China Rongsheng Heavy Industries, the mainland's largest shipbuilder in terms of order backlog, saw interim net profit for the six months ended June 30 plunge 82.3 per cent to 215.77 million yuan (HK$263.7 million), down from 1.22 billion yuan in the same period last year.
Chief financial officer Sean Wang Shaojian said the shipbuilder received 670 million yuan in government subsidies in the first half of the year. Without this cash, it would have made a net loss.
Wang said the subsidies represented "long-term sustainable income as long as we contribute to the local and domestic economies".
The decline in profitability was also affected by an increase, to 567 million yuan, in finance costs after total short- and long-term borrowing rose to 28.66 billion yuan.

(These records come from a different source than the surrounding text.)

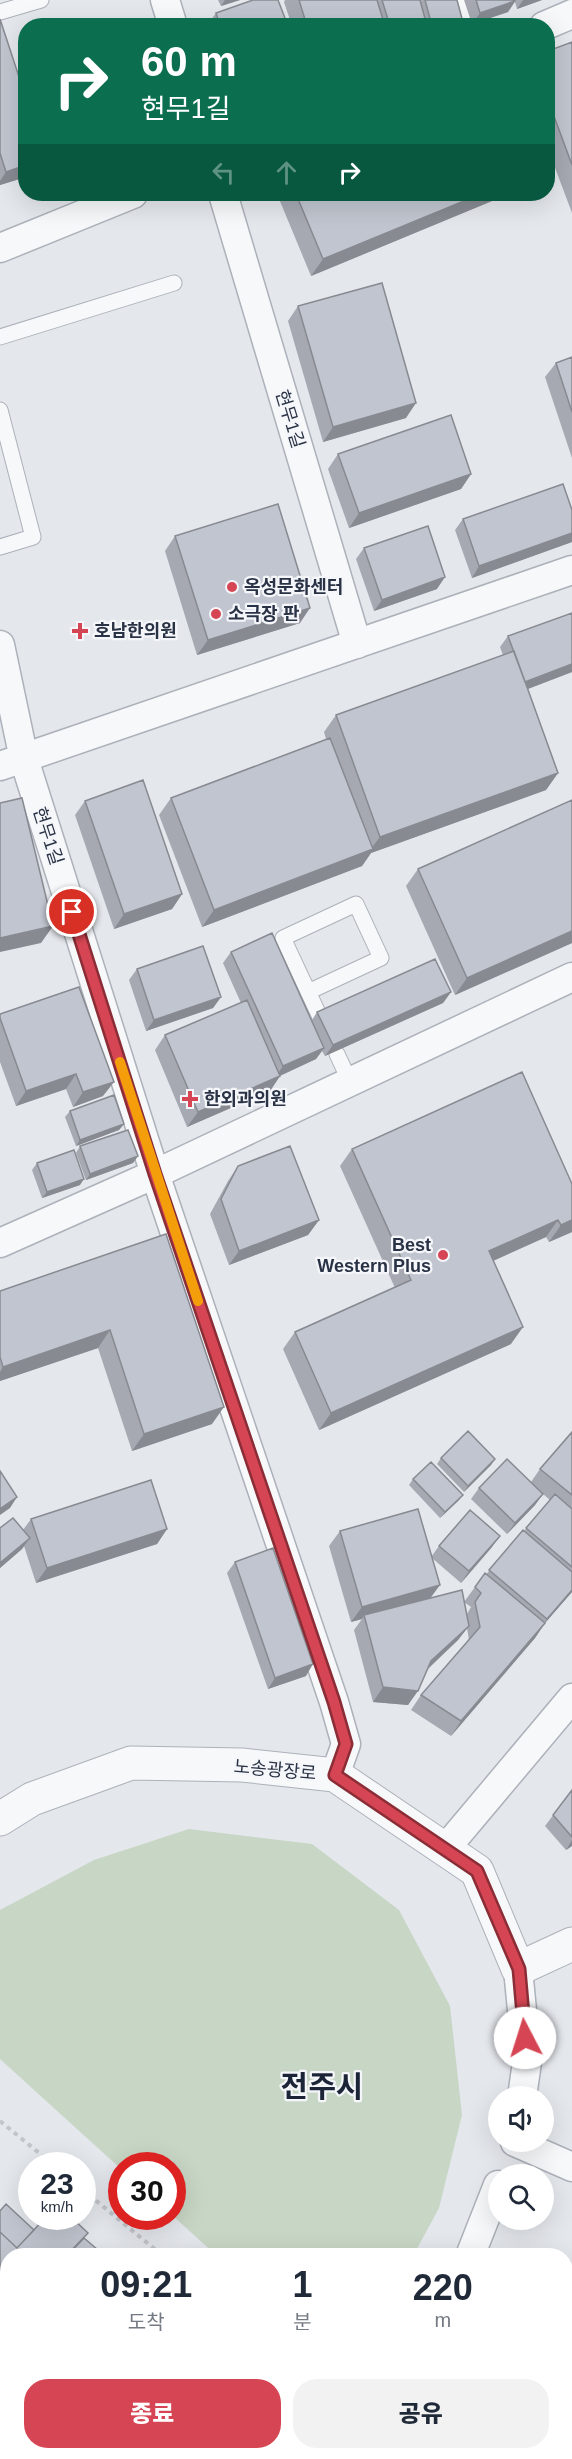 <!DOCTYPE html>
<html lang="ko">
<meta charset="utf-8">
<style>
body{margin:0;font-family:Helvetica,"Noto Sans KR",sans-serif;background:#f2f2f3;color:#1f2937;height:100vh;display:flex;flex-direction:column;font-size:22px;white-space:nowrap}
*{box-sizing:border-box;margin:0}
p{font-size:20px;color:#747a83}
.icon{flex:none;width:33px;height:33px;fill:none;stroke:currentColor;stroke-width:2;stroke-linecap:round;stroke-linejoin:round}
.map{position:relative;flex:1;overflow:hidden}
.panel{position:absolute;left:0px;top:2248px;width:573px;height:212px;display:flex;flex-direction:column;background:#fff;border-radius:24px 24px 0 0;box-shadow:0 6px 24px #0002}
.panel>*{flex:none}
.guide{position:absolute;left:18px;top:18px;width:537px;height:183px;border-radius:24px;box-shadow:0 6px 24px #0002;background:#0b6e4f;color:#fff;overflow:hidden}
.controls{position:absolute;left:488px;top:2086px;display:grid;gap:12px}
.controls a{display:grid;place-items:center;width:66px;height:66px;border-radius:50%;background:#fff;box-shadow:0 6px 24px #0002;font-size:30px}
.speed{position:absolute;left:18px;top:2152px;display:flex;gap:12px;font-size:30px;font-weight:700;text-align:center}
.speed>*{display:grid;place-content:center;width:78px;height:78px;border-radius:50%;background:#fff;box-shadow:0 6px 24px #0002;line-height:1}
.speed small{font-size:15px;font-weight:400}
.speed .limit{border:9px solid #d22;background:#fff;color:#111}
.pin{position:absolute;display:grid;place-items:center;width:51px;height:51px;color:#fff;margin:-26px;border:3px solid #fff;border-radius:50%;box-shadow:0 2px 6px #0007}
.me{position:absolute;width:66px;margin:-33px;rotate:355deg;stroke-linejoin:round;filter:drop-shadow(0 0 4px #0008)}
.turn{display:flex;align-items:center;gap:21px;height:126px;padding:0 24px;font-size:27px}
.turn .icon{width:78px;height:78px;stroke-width:2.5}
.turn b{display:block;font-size:42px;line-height:51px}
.lanes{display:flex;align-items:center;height:57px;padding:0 24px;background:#0003;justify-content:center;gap:30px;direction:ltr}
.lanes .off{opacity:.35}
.eta{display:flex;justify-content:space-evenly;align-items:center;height:102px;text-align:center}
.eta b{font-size:36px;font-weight:800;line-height:42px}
.cta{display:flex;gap:12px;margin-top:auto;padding:12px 24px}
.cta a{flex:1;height:69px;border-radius:24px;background:#d54553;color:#fff;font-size:24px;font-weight:800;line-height:69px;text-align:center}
.cta a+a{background:#f2f2f3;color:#1f2937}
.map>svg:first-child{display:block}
.green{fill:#c8d6c5}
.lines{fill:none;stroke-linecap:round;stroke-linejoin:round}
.service-casing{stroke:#acb1ba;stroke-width:17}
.minor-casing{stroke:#acb1ba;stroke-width:31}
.tertiary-casing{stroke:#acb1ba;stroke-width:35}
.path{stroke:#c2c5cb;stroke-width:4;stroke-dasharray:4.5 4.5;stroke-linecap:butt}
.service{stroke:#f7f8fa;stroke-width:15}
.minor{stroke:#f7f8fa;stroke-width:28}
.tertiary{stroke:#f7f8fa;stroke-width:33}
.wall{fill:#a6a9b2}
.shaded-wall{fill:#878a91}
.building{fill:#c1c5cf;stroke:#878a91;stroke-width:1.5}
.route-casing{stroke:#8a2d36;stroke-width:15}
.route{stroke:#d54553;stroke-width:10}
.slow{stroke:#f59e0b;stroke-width:10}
.poi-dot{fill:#d54553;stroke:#f4f6f9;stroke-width:2}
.labels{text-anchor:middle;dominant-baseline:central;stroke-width:4.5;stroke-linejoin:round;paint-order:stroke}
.street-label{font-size:18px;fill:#2a3346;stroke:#f4f6f9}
.poi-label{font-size:18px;font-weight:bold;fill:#2a3346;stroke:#f4f6f9;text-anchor:start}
.town-label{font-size:30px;font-weight:bold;fill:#1c2437;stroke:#f4f6f9}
</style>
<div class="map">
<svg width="572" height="2459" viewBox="0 0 572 2459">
<rect width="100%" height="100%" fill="#e4e7ec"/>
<path class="green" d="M189,1829L312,1844L399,1910L450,2006L462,2115L439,2208L413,2256H217L173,2216L172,2166H122L121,2169L0,2059V1910L94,1860Z"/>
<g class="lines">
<g class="service-casing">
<path id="service" d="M0,12L41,0
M0,337L174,283
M0,410L33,537L0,547
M308,992L381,958L356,904L283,938L319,1015
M337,1054L350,1082"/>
</g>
<g class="minor-casing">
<path id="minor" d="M165,0L173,26
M457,0L465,26
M544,26L572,14
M223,194L357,644
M0,248L133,194
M0,645L24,759L155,1174L334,1702L346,1744L335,1775
M0,766L572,570
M0,1243L155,1174L572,977
M446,1848L572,1698
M518,1969L527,2062L522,2097
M515,2142L572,2167
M470,2256L498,2185
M398,2452L405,2459"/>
</g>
<g class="tertiary-casing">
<path id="tertiary" d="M0,1819L32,1799L131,1763L242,1765L335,1775L477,1871L518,1969L572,1944"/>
</g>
<path class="path" d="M0,2121L55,2166
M82,2189L163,2256"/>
<use href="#service" class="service"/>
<use href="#minor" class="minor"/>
<use href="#tertiary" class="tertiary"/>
</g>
<path class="wall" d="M218,0H240L221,6Z
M285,0H457L464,26H292L284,2Z
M464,0H542L517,9L515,2L508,12L472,24Z
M216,13L288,26H208V24Z
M0,19L26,98V177L0,185Z
M572,42V213L548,149V51Z
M277,194H497L492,201L311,276Z
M298,306L406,418L323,442L288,321Z
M572,357V458L545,377L556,363Z
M338,454L471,474L461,489L349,528L328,469Z
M463,519L572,542L472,578L455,530Z
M175,536L300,623L197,655L165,551Z
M364,548L437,589L374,611L356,559Z
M572,613V672L528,689L558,773L546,790L371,853L362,866L202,927L159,815L171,798L326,739L324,732L336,715L503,655L500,647L508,636Z
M572,800V943L455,995L406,886L418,869Z
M85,801L182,894L172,909L114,929L75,815Z
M231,952L312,1020L317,1012L451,992L443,1003L325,1056L322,1051L316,1059L280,1076L270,1091L187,1127L155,1050L165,1035L241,1003L223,963Z
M137,969L221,997L213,1008L146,1031L129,980Z
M79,987L103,1096L73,1107L66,1089L16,1106L0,1062V1014Z
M522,1072L572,1232L549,1242L546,1237L493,1261L511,1344L319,1430L283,1349L295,1332L395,1288L340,1166L352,1149Z
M70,1111L124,1124L119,1130L76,1146L65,1117Z
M80,1146L138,1156L133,1163L86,1180L76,1153Z
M37,1163L80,1185L42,1198L32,1170Z
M238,1166L319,1220L308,1235L229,1265L210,1214L228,1181Z
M166,1234L212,1424L132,1451L98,1348L0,1381V1291Z
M572,1432V1592L545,1623L535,1638L451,1736L411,1710L421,1695L469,1640L467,1628L458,1640L428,1669L408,1705L373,1702L354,1630L362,1619L351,1622L329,1546L340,1531L431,1557L439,1546L492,1547L461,1583L432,1558L430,1598L467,1614L471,1607L464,1602L475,1587L524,1531L550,1500L543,1494L535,1505L507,1534L471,1499L479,1488L531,1482L540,1469Z
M441,1458L495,1459L491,1465L464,1492L437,1464Z
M413,1479L463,1495L458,1501L440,1518L409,1485Z
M31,1519L167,1529L157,1544L36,1583L24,1546L22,1549L0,1568V1528L23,1530Z
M235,1562L306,1676L268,1689L227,1573Z
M572,1790V1846L566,1850L545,1826Z
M572,2357V2459H523L515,2452H566V2369Z
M8,2452H59L53,2459H0Z"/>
<path class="shaded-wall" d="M225,0H240L221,6Z
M523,0H542L517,9Z
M515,1L508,12L472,24L480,13Z
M26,165V177L0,185V181L6,172Z
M481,194H497L492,201L311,276L323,259Z
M416,403L406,418L323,442L333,427Z
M471,474L461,489L349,528L359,513Z
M572,533V542L472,578L479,566Z
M445,577L437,589L374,611L382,600Z
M310,608L300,623L197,655L208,640Z
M572,664V672L517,693L525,682Z
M558,773L546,790L371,853L362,866L202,927L214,910L370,850L380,837Z
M182,894L172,909L114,929L124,914Z
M53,926L41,943L0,952V938Z
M572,931V943L455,995L467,978Z
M451,992L443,1003L325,1056L333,1045Z
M221,997L213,1008L146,1031L154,1020Z
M324,1048L316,1059L275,1078L283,1066Z
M76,1074L66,1089L16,1106L26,1091Z
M280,1076L270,1091L187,1127L198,1112Z
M114,1082L103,1096L73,1107L83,1092Z
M124,1124L119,1130L76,1146L80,1140Z
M138,1156L133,1163L86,1180L90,1174Z
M84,1179L80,1185L42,1198L47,1192Z
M319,1220L308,1235L229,1265L239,1251Z
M558,1220L546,1237L477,1268L489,1251Z
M572,1220V1232L549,1242L561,1225Z
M523,1327L511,1344L319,1430L331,1413Z
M110,1330L98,1348L0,1381V1372L3,1367Z
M224,1407L212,1424L132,1451L144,1434Z
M495,1459L491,1465L464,1492L468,1486Z
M543,1494L535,1505L507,1534L515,1523Z
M463,1495L458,1501L440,1518L445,1512Z
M17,1497L10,1508L0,1515V1509Z
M167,1529L157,1544L36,1583L47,1568Z
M500,1536L492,1547L461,1583L469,1571Z
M30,1538L22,1549L0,1568V1563Z
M440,1585L429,1600L364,1615L362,1619L351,1622L362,1607Z
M572,1590V1592L545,1623L535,1638L451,1736L461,1721L539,1630L547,1619Z
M469,1626L458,1640L421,1675L431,1661Z
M313,1664L306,1676L268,1689L275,1678Z
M383,1687L418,1691L408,1705L373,1702Z
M572,1840V1846L566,1850Z
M8,2318V2323L0,2331V2326Z
M8,2452H11L6,2459H2Z
M55,2452H59L53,2459H49Z"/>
<path class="building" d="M253,0H278L288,26H220L216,13Z
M299,0H377L385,26H307Z
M382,0H420L427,26H390Z
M425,0H457L464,26H432Z
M476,0H515V1L480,13Z
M0,19L26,98V165L6,172L0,153Z
M572,42V165L548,100V51Z
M296,194H481L323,259Z
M382,283L416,403L333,427L298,306Z
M572,357V412L556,363Z
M451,415L471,474L359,513L338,454Z
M563,484L572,510V533L479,566L463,519Z
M278,504L310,608L208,640L175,536Z
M428,526L445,577L382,600L364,548Z
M572,613V664L525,682L508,636Z
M514,651L558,773L380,837L336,715Z
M330,738L373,849L214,910L171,798Z
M143,780L182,894L124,914L85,801Z
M22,798L53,926L0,938V803Z
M572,800V931L467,978L418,869Z
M272,933L324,1048L283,1066L231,952Z
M203,946L221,997L154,1020L137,969Z
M435,959L451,992L333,1045L317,1012Z
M79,987L114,1082L83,1092L76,1074L26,1091L0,1018V1014Z
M247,1000L280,1076L198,1112L165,1035Z
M522,1072L572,1184V1220L561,1225L558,1220L489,1251L523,1327L331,1413L295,1332L411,1280L352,1149Z
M114,1095L124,1124L80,1140L70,1111Z
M128,1130L138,1156L90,1174L80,1146Z
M290,1146L319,1220L239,1251L221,1199L238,1166Z
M74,1150L84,1179L47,1192L37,1163Z
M166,1234L224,1407L144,1434L110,1330L3,1367L0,1357V1291Z
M468,1431L495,1459L468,1486L441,1458Z
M572,1432V1495L540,1469Z
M507,1459L543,1494L515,1523L479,1488Z
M431,1462L463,1495L445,1512L413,1479Z
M0,1471L17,1497L0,1509Z
M151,1480L167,1529L47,1568L31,1519Z
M555,1494L572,1509V1567L526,1528Z
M418,1509L440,1585L362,1607L340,1531Z
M470,1510L500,1536L469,1571L439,1546Z
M13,1518L30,1538L0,1563V1528Z
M523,1530L572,1572V1590L547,1619L489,1570Z
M273,1548L313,1664L275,1678L235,1562Z
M485,1573L545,1623L461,1721L421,1695L480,1627L475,1602L481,1593L475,1587Z
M462,1590L469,1626L431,1661L418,1691L383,1687L364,1615Z
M572,1790V1837L553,1815Z
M6,2204L34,2230L17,2248L0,2232V2211Z
M46,2217H71L88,2233L66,2256H8V2318L0,2326V2232L17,2248Z
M84,2238L105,2256H67Z
M0,2334L8,2341V2452L2,2459H0Z
M572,2362V2459H554L547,2452H566V2371Z
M29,2452H55L49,2459H36Z"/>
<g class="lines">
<g class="route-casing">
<path id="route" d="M72,912L155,1174L334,1702L346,1744L335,1775L477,1871L519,1969L525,2038"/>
</g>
<use href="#route" class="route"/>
<path class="slow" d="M120,1062L198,1301"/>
</g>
<g class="poi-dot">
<circle cx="232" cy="587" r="6"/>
<circle cx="216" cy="614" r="6"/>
<path d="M77 622h6v6h6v6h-6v6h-6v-6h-6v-6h6z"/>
<path d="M187 1090h6v6h6v6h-6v6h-6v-6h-6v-6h6z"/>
<circle cx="443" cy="1255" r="6"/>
</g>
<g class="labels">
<g class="street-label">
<text transform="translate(290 419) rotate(73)">현무1길</text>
<text transform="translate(48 836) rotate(72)">현무1길</text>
<text transform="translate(275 1770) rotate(5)">노송광장로</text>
</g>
<g class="poi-label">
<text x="244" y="587">옥성문화센터</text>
<text x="228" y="614">소극장 판</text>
<text x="94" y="631">호남한의원</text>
<text x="204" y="1099">한외과의원</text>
<text x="431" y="1245" text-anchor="end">Best<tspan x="431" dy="21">Western Plus</tspan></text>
</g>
<g class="town-label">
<text x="322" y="2086">전주시</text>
</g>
</g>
</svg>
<div class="controls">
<a><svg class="icon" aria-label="sound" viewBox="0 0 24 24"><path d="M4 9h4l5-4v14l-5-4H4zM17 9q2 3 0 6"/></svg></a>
<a><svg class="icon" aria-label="search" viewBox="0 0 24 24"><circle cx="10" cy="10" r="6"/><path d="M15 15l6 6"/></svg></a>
</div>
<div class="speed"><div>23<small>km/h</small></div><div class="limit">30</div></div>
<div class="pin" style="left:72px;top:912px;background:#d93025"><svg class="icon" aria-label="arrive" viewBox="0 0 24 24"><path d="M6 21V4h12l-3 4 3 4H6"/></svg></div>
<svg class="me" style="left:525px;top:2038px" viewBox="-20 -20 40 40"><circle r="19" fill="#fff"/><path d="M0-13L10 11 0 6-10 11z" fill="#d54553"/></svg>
<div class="guide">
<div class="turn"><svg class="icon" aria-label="right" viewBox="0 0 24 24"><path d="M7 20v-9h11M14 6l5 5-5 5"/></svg><div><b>60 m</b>현무1길</div></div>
<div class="lanes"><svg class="icon off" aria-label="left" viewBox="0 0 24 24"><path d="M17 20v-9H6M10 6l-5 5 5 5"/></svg><svg class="icon off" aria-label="ahead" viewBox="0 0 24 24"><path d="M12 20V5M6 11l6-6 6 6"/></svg><svg class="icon" aria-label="right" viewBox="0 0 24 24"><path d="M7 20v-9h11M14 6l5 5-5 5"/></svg></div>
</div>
<section class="panel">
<div class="eta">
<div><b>09:21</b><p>도착</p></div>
<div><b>1</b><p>분</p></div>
<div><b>220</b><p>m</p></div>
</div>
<div class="cta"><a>종료</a><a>공유</a></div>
</section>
</div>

Revenue dropped 37.2 per cent to 5.46 billion yuan, down from 8.7 billion yuan in the first six months of last year.
Chief executive Chen Qiang said: "Our results are more or less in line with what the rest of the industry is achieving right now."
Reflecting the slump in the mainland shipbuilding industry, Rongsheng won orders valued at US$58 million for two Panamax vessels in the first half, against US$1.09 billion worth of contracts secured between January and June last year.